With the gardener (Brian Knott) using real dirt and raking leaves, and with an ash-like substance in the urn, hilariously used by Flora’s “friend”, Mercy Lott (Rhonda Grill), there is a grounded realism to the staging of this play, which sits in stark contrast with decision of director (Kerrin White) to tease out eccentricities and affectations of his lead character, Felix. For example, Felix is played at time with a very feverish, distracted, and possessed manner. The theatricality of this Hamletesque exuberance stands apart from the drawing room realism of the rest of the play, imperilling our suspension of disbelief. But, then again, such is the nature of Jones’ writing, that we are tossed hither and yon between different styles and threads as we traverse the fractured landscape of a family home post-bereavement.
On opening night there was some disparity in volume between the players, and some cues were a little loose, sapping a little energy at times, but when this ensemble clicks, as it did increasingly throughout the night, the audience gets to experience the sharp and layered wit of Jones’ work, with actors who are poised and pleasing. And there were many waves of hearty laughter, indeed.

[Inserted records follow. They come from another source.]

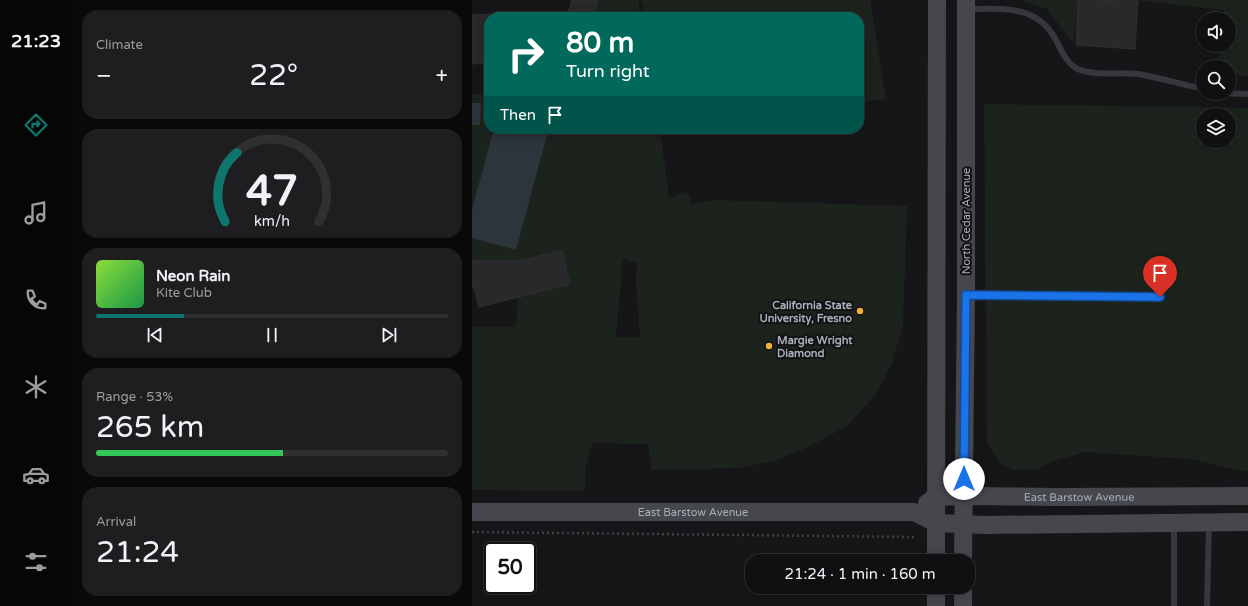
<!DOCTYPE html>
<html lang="en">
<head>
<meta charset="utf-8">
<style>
	body { margin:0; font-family:"Varela Round",sans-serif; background:#1e1e20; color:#f1f3f6; height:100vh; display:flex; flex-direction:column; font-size:15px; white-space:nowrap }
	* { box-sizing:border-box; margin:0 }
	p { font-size:13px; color:#9c9d9f }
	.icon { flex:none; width:22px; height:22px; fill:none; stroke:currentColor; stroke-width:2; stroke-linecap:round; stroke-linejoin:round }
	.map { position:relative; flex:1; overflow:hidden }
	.panel { display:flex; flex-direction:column; gap:10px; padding:10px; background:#09090a; width:400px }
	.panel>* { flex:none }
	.top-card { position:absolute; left:12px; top:12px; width:380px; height:122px; border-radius:16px; box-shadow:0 2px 10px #0003,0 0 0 1px #303032; background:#00695c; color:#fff; overflow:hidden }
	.controls { position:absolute; left:724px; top:12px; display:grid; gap:8px }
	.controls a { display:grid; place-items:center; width:40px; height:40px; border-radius:50%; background:#101012; box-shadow:0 2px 10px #0003,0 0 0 1px #303032; font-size:20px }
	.speed { position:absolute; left:12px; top:542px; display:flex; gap:8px; font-size:20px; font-weight:700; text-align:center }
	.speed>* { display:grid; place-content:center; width:52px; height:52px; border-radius:50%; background:#101012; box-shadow:0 2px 10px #0003,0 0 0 1px #303032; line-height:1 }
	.speed .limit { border:2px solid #111; border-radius:6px; background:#fff; color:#111 }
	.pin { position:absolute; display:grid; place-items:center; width:34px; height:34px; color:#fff; margin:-41px -17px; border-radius:50% 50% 50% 0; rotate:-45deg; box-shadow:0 0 4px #0007 }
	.pin .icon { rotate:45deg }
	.me { position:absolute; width:44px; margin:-22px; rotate:0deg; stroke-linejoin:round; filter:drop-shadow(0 0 3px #0008) }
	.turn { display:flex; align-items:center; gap:14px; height:84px; padding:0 16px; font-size:18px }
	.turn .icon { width:52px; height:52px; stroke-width:2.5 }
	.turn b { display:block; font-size:28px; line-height:34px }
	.then { display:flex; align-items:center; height:38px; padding:0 16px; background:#0003; gap:8px; font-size:15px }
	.big { font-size:30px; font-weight:600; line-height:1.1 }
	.panel .card { flex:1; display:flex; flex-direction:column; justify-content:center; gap:6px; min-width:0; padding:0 14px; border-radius:16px; background:#1e1e20 }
	.panel .dial { align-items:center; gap:0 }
	.dial svg { height:104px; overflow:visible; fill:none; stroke:#303032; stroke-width:7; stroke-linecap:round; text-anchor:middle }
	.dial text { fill:#f1f3f6; stroke:none }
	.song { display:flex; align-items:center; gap:12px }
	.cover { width:48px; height:48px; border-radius:6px; background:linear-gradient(135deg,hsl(90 70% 55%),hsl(140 70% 35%)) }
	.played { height:4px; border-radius:2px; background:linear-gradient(90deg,#0f766e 25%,#303032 25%) }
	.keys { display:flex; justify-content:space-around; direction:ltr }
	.heat { display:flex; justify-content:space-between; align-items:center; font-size:22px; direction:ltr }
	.charge { height:6px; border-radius:3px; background:linear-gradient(90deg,#34c759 53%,#303032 0) }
	.trip { position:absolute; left:273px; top:554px; width:230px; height:40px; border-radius:16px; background:#101012; box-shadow:0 2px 10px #0003,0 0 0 1px #303032; font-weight:600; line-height:40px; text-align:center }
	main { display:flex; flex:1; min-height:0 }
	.menu { display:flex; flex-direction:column; width:72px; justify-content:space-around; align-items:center; background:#060607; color:#9c9d9f }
	.menu .icon { width:28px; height:28px }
	.menu .active { color:#0f766e }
	.menu b { font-size:18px; color:#f1f3f6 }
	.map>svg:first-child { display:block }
	.green { fill:#1c231d; fill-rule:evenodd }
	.water { fill:#2c353c }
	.building { fill:#29292c; stroke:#303034 }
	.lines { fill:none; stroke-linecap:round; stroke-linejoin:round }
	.path { stroke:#3d3f44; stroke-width:2.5; stroke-dasharray:2 3; stroke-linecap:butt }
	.lane { stroke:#37383d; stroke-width:6 }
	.secondary { stroke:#45474d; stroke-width:18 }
	.route-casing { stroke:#114b97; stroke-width:10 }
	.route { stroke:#1a73e8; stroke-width:7 }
	.poi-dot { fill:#f2b134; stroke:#111113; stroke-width:1.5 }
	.labels { text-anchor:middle; stroke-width:4; stroke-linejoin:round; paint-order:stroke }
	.street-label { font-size:11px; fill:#a8adb8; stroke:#111113 }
	.poi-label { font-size:11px; font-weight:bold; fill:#a8adb8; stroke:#111113; text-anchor:end }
</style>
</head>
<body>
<main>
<nav class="menu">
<b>21:23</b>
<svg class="icon active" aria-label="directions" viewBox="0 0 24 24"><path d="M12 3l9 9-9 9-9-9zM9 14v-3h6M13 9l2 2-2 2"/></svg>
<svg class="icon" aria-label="music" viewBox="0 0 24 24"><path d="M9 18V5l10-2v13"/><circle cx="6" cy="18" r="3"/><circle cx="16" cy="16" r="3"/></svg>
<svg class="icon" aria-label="phone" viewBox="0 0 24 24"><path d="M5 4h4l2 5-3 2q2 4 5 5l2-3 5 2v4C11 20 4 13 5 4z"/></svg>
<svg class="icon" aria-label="climate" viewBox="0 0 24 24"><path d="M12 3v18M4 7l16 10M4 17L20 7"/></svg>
<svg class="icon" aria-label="car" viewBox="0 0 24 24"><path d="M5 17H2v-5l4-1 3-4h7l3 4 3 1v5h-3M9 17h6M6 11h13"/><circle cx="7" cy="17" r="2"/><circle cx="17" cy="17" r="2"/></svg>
<svg class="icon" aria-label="filters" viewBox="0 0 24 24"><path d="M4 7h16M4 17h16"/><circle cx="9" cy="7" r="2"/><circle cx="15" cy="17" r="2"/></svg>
</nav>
<section class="panel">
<div class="card"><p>Climate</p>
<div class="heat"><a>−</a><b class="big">22°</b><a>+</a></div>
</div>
<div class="card dial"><svg viewBox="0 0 100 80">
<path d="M14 69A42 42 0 1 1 86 69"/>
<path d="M14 69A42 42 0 0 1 23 16" stroke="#0f766e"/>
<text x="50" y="56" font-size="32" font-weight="700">47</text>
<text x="50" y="72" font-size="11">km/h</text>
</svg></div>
<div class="card">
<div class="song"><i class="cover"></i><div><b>Neon Rain</b><p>Kite Club</p></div></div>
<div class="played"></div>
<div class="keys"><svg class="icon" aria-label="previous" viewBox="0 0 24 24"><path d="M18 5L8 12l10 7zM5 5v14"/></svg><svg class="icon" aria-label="pause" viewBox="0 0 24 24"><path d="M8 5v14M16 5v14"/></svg><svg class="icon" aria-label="next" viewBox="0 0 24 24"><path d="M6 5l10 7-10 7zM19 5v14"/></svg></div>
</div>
<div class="card"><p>Range · 53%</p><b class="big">265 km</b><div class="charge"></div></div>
<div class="card"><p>Arrival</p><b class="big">21:24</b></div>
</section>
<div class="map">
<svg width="776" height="606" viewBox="0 0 776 606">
	<rect width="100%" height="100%" fill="#161618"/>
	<g class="green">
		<path d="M126,0h40l3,17h-36l-11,-3z"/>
		<path d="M170,0h228l16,99 -22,3 -5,-29v-56h-214z"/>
		<path d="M548,0h58l-5,43 -26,-34z"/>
		<path d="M661,0h115v76l-19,-2v-7h-12l3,-22h9v-26h-6l1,-9z"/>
		<path d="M0,94l17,1v34h171l9,69 18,-6 5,12 21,-4 194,6 -4,120 -12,40 -15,28 -29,32 -37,20 -35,15 -37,7 -87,2 -3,-26 -56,-1 -7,27v21l-113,-1v-163h44l2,-30 52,-13 -9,-34 -41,11h-48zM151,259l14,4 -1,19 4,55h-24z"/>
		<path d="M512,104l264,4v363h-7l-14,-3 -36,-9 -106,-7 -34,10 -13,7 -25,1 -14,-8 -12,-19zM731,115h26v26h-26z"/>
		<path d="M258,129h59c-20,5 -39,6 -59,0z"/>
	</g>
	<g class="water">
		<path d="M0,103h9l-1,22h-8z"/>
		<path d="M22,129h33l20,6 -31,115 -44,-12v-29z"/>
	</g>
	<g class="building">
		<path d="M100,0h26l-4,17h-27z"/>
		<path d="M606,0l60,1 -3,48 -59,-4z"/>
		<path d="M17,14v49l-17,1v-49z"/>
		<path d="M90,250l8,34 -91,23 -5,-20 -2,1v-27h48z"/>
	</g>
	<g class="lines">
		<path class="path" d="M0,532l442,5"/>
		<g class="lane">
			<path d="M495,9c36,0 69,-5 89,31 5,10 11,24 22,29 15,7 42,3 60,5 22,4 43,10 65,15"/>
			<path d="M746,93l30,1"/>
			<path d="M495,295l193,2"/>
			<path d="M702,606v-81"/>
			<path d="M735,606l2,-82"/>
		</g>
		<g class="secondary">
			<path id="s1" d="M455,503l9,-6 27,-1 95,1 190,-1"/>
			<path id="s2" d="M0,512h442l22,11 49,2 263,-3"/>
			<path d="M464,561l1,-561"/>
			<path d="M491,561l3,-266v-295"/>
			<path d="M491,587v19"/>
			<path d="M464,606v-19"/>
		</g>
	</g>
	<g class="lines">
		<g class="route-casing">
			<path id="route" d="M492,479l2,-184 194,2"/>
		</g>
		<use href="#route" class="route"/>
	</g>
	<g class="poi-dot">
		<circle cx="388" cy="311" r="4"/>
		<circle cx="297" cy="346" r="4"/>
	</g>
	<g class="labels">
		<g class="street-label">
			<text transform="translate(494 221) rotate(-90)" y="4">North Cedar Avenue</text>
			<text dy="4" stroke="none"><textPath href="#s1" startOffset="154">East Barstow Avenue</textPath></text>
			<text dy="4" stroke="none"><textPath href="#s2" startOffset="221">East Barstow Avenue</textPath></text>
		</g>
		<g class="poi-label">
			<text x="380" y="309">California State<tspan x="380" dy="13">University, Fresno</tspan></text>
			<text x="305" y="344" text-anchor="start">Margie Wright<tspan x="305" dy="13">Diamond</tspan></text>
		</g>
	</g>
</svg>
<div class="controls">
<a><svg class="icon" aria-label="sound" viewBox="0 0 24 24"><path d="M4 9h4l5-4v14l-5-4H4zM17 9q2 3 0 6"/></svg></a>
<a><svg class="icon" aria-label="search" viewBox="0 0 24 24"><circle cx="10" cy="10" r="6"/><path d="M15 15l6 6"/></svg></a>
<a><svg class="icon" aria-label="layers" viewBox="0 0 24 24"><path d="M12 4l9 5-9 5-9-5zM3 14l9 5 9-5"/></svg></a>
</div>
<div class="speed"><div class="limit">50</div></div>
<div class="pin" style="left:688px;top:297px;background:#d93025"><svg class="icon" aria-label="arrive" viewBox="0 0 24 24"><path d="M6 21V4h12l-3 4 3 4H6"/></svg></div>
<svg class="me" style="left:492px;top:479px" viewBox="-20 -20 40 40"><circle r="19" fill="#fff"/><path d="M0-13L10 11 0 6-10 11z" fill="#1a73e8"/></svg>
<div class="trip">21:24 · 1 min · 160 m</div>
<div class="top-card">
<div class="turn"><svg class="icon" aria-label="right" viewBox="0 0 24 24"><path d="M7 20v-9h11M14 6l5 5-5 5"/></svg><div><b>80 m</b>Turn right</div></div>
<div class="then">Then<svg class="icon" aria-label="arrive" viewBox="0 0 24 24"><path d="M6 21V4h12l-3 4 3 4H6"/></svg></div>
</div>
</div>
</main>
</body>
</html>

In fact, there were also many nourishing moments of chemistry between the players. When Endenburg is at his most centred, dressed in cricket whites, his character bowls up some surprising barbs and questions, much like a dangerous bowler on a turning wicket. There is joy to be had as the other characters squirm about Endenburg’s Felix, and equally so as he absorbs the slings and arrows from O’Leary, Leech, and Wilson. Jones stopped short of including a physical, Shakespearian sword fight, instead, allowing her characters to fence against each other with words.
Throughout the play, there are many sweet lines that amplify the stories parallels with Hamlet, from Rosie’s exasperated query about whether Felix had expected her get herself to a nunnery after they broke up, to Flora’s exclamation at the final dinner that there is no way Felix was going to turn this into a tragedy!
Humble Boy is billed as a bittersweet comedy and it is, albeit with a sting in its tale. It is a night of clever, pleasant theatre.